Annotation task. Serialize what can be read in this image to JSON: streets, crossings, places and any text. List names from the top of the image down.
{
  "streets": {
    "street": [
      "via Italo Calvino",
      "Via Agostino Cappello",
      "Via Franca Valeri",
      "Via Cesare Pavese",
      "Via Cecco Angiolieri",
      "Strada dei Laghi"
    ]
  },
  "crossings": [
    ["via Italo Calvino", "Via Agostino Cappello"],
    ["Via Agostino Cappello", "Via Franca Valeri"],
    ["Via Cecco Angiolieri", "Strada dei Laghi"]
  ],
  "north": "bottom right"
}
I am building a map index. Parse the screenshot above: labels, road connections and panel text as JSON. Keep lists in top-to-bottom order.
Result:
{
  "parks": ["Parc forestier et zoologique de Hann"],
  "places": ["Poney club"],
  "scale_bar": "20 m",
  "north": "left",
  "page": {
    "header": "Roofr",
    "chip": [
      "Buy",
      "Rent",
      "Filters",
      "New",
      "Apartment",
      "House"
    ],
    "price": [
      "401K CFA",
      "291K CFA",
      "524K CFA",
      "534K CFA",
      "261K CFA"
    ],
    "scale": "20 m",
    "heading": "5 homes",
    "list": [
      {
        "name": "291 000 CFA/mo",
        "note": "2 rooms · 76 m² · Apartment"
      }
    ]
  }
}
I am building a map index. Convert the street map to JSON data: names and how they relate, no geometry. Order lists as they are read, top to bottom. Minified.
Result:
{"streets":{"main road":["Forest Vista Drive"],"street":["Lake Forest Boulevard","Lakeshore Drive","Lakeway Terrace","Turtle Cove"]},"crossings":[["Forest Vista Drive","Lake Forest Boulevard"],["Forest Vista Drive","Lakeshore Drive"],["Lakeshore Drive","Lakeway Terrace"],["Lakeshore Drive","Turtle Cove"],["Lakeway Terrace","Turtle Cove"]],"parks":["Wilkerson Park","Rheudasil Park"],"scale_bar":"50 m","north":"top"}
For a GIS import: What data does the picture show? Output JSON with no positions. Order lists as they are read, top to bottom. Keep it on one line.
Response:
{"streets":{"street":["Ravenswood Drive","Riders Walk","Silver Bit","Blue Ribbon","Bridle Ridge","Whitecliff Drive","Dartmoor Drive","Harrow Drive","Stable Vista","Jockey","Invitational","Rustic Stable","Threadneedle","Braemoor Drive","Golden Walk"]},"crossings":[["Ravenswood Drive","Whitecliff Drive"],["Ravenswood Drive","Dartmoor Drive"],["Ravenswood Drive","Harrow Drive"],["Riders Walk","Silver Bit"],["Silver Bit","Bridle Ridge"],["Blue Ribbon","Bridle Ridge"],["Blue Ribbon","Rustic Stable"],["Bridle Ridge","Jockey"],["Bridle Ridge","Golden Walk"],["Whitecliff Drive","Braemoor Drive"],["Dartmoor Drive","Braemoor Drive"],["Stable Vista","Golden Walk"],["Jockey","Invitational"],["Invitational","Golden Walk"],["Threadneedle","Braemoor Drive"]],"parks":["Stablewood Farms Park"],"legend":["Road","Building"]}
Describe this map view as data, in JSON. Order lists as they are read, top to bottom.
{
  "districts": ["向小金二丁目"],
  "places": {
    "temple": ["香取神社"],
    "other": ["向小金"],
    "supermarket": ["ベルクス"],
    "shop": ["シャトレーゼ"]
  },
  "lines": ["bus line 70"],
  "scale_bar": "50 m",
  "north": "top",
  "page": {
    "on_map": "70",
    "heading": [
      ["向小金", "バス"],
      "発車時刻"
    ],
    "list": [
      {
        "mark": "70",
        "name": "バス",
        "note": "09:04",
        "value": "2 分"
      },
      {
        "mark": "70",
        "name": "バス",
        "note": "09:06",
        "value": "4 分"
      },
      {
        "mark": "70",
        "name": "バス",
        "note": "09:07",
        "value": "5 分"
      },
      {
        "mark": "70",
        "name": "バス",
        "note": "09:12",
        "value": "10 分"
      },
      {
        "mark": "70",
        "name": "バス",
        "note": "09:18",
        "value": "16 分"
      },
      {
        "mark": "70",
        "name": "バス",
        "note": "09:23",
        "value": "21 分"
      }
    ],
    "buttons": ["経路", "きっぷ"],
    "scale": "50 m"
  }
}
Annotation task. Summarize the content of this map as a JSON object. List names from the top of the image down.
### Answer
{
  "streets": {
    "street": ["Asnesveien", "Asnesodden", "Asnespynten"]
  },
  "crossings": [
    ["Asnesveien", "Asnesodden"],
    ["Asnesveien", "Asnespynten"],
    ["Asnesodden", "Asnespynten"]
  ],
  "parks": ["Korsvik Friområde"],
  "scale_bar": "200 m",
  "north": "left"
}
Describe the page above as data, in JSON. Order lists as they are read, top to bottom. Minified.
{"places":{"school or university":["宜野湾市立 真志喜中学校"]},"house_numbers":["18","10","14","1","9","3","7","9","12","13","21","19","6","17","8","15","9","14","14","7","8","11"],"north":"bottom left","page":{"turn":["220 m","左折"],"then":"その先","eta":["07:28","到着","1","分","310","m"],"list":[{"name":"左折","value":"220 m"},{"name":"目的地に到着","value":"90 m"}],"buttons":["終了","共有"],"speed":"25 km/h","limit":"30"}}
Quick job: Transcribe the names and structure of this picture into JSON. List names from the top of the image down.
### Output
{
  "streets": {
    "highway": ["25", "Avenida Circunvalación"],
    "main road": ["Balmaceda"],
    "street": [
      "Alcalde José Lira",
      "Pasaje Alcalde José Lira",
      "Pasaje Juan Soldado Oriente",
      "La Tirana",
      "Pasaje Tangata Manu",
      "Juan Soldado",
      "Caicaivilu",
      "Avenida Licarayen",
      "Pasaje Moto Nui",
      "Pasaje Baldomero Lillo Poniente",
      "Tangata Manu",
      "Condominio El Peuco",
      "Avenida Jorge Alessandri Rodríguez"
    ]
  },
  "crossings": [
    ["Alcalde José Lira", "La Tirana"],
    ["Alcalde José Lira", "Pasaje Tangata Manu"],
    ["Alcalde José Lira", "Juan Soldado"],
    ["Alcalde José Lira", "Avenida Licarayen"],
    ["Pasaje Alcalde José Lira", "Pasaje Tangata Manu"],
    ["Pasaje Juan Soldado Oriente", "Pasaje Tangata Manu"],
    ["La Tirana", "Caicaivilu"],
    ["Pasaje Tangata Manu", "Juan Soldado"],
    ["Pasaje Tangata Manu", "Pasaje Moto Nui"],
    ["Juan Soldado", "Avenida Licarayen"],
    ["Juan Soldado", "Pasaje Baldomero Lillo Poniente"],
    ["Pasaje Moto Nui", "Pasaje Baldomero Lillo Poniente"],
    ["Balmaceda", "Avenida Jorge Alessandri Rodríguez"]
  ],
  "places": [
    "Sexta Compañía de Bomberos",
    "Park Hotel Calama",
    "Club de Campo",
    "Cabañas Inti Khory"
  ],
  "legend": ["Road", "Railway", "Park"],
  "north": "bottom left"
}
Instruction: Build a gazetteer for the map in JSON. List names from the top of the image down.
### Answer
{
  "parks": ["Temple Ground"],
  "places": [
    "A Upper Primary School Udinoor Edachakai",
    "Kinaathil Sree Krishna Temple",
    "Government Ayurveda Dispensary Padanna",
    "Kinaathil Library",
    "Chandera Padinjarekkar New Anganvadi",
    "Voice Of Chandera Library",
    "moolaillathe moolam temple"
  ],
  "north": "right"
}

◇ ◇ ◇ ◇ ◇

◆ Exercise goal ◆
Reprint every entry exactly.

◆ Your solution ◆
Annotation task. Serialize what can be read in this image to JSON: streets, crossings, places and any text. List names from the top of the image down.
{
  "streets": {
    "street": [
      "via Italo Calvino",
      "Via Agostino Cappello",
      "Via Franca Valeri",
      "Via Cesare Pavese",
      "Via Cecco Angiolieri",
      "Strada dei Laghi"
    ]
  },
  "crossings": [
    ["via Italo Calvino", "Via Agostino Cappello"],
    ["Via Agostino Cappello", "Via Franca Valeri"],
    ["Via Cecco Angiolieri", "Strada dei Laghi"]
  ],
  "north": "bottom right"
}
I am building a map index. Parse the screenshot above: labels, road connections and panel text as JSON. Keep lists in top-to-bottom order.
Result:
{
  "parks": ["Parc forestier et zoologique de Hann"],
  "places": ["Poney club"],
  "scale_bar": "20 m",
  "north": "left",
  "page": {
    "header": "Roofr",
    "chip": [
      "Buy",
      "Rent",
      "Filters",
      "New",
      "Apartment",
      "House"
    ],
    "price": [
      "401K CFA",
      "291K CFA",
      "524K CFA",
      "534K CFA",
      "261K CFA"
    ],
    "scale": "20 m",
    "heading": "5 homes",
    "list": [
      {
        "name": "291 000 CFA/mo",
        "note": "2 rooms · 76 m² · Apartment"
      }
    ]
  }
}
I am building a map index. Convert the street map to JSON data: names and how they relate, no geometry. Order lists as they are read, top to bottom. Minified.
Result:
{"streets":{"main road":["Forest Vista Drive"],"street":["Lake Forest Boulevard","Lakeshore Drive","Lakeway Terrace","Turtle Cove"]},"crossings":[["Forest Vista Drive","Lake Forest Boulevard"],["Forest Vista Drive","Lakeshore Drive"],["Lakeshore Drive","Lakeway Terrace"],["Lakeshore Drive","Turtle Cove"],["Lakeway Terrace","Turtle Cove"]],"parks":["Wilkerson Park","Rheudasil Park"],"scale_bar":"50 m","north":"top"}
For a GIS import: What data does the picture show? Output JSON with no positions. Order lists as they are read, top to bottom. Keep it on one line.
Response:
{"streets":{"street":["Ravenswood Drive","Riders Walk","Silver Bit","Blue Ribbon","Bridle Ridge","Whitecliff Drive","Dartmoor Drive","Harrow Drive","Stable Vista","Jockey","Invitational","Rustic Stable","Threadneedle","Braemoor Drive","Golden Walk"]},"crossings":[["Ravenswood Drive","Whitecliff Drive"],["Ravenswood Drive","Dartmoor Drive"],["Ravenswood Drive","Harrow Drive"],["Riders Walk","Silver Bit"],["Silver Bit","Bridle Ridge"],["Blue Ribbon","Bridle Ridge"],["Blue Ribbon","Rustic Stable"],["Bridle Ridge","Jockey"],["Bridle Ridge","Golden Walk"],["Whitecliff Drive","Braemoor Drive"],["Dartmoor Drive","Braemoor Drive"],["Stable Vista","Golden Walk"],["Jockey","Invitational"],["Invitational","Golden Walk"],["Threadneedle","Braemoor Drive"]],"parks":["Stablewood Farms Park"],"legend":["Road","Building"]}
Describe this map view as data, in JSON. Order lists as they are read, top to bottom.
{
  "districts": ["向小金二丁目"],
  "places": {
    "temple": ["香取神社"],
    "other": ["向小金"],
    "supermarket": ["ベルクス"],
    "shop": ["シャトレーゼ"]
  },
  "lines": ["bus line 70"],
  "scale_bar": "50 m",
  "north": "top",
  "page": {
    "on_map": "70",
    "heading": [
      ["向小金", "バス"],
      "発車時刻"
    ],
    "list": [
      {
        "mark": "70",
        "name": "バス",
        "note": "09:04",
        "value": "2 分"
      },
      {
        "mark": "70",
        "name": "バス",
        "note": "09:06",
        "value": "4 分"
      },
      {
        "mark": "70",
        "name": "バス",
        "note": "09:07",
        "value": "5 分"
      },
      {
        "mark": "70",
        "name": "バス",
        "note": "09:12",
        "value": "10 分"
      },
      {
        "mark": "70",
        "name": "バス",
        "note": "09:18",
        "value": "16 分"
      },
      {
        "mark": "70",
        "name": "バス",
        "note": "09:23",
        "value": "21 分"
      }
    ],
    "buttons": ["経路", "きっぷ"],
    "scale": "50 m"
  }
}
Annotation task. Summarize the content of this map as a JSON object. List names from the top of the image down.
### Answer
{
  "streets": {
    "street": ["Asnesveien", "Asnesodden", "Asnespynten"]
  },
  "crossings": [
    ["Asnesveien", "Asnesodden"],
    ["Asnesveien", "Asnespynten"],
    ["Asnesodden", "Asnespynten"]
  ],
  "parks": ["Korsvik Friområde"],
  "scale_bar": "200 m",
  "north": "left"
}
Describe the page above as data, in JSON. Order lists as they are read, top to bottom. Minified.
{"places":{"school or university":["宜野湾市立 真志喜中学校"]},"house_numbers":["18","10","14","1","9","3","7","9","12","13","21","19","6","17","8","15","9","14","14","7","8","11"],"north":"bottom left","page":{"turn":["220 m","左折"],"then":"その先","eta":["07:28","到着","1","分","310","m"],"list":[{"name":"左折","value":"220 m"},{"name":"目的地に到着","value":"90 m"}],"buttons":["終了","共有"],"speed":"25 km/h","limit":"30"}}
Quick job: Transcribe the names and structure of this picture into JSON. List names from the top of the image down.
### Output
{
  "streets": {
    "highway": ["25", "Avenida Circunvalación"],
    "main road": ["Balmaceda"],
    "street": [
      "Alcalde José Lira",
      "Pasaje Alcalde José Lira",
      "Pasaje Juan Soldado Oriente",
      "La Tirana",
      "Pasaje Tangata Manu",
      "Juan Soldado",
      "Caicaivilu",
      "Avenida Licarayen",
      "Pasaje Moto Nui",
      "Pasaje Baldomero Lillo Poniente",
      "Tangata Manu",
      "Condominio El Peuco",
      "Avenida Jorge Alessandri Rodríguez"
    ]
  },
  "crossings": [
    ["Alcalde José Lira", "La Tirana"],
    ["Alcalde José Lira", "Pasaje Tangata Manu"],
    ["Alcalde José Lira", "Juan Soldado"],
    ["Alcalde José Lira", "Avenida Licarayen"],
    ["Pasaje Alcalde José Lira", "Pasaje Tangata Manu"],
    ["Pasaje Juan Soldado Oriente", "Pasaje Tangata Manu"],
    ["La Tirana", "Caicaivilu"],
    ["Pasaje Tangata Manu", "Juan Soldado"],
    ["Pasaje Tangata Manu", "Pasaje Moto Nui"],
    ["Juan Soldado", "Avenida Licarayen"],
    ["Juan Soldado", "Pasaje Baldomero Lillo Poniente"],
    ["Pasaje Moto Nui", "Pasaje Baldomero Lillo Poniente"],
    ["Balmaceda", "Avenida Jorge Alessandri Rodríguez"]
  ],
  "places": [
    "Sexta Compañía de Bomberos",
    "Park Hotel Calama",
    "Club de Campo",
    "Cabañas Inti Khory"
  ],
  "legend": ["Road", "Railway", "Park"],
  "north": "bottom left"
}
Instruction: Build a gazetteer for the map in JSON. List names from the top of the image down.
### Answer
{
  "parks": ["Temple Ground"],
  "places": [
    "A Upper Primary School Udinoor Edachakai",
    "Kinaathil Sree Krishna Temple",
    "Government Ayurveda Dispensary Padanna",
    "Kinaathil Library",
    "Chandera Padinjarekkar New Anganvadi",
    "Voice Of Chandera Library",
    "moolaillathe moolam temple"
  ],
  "north": "right"
}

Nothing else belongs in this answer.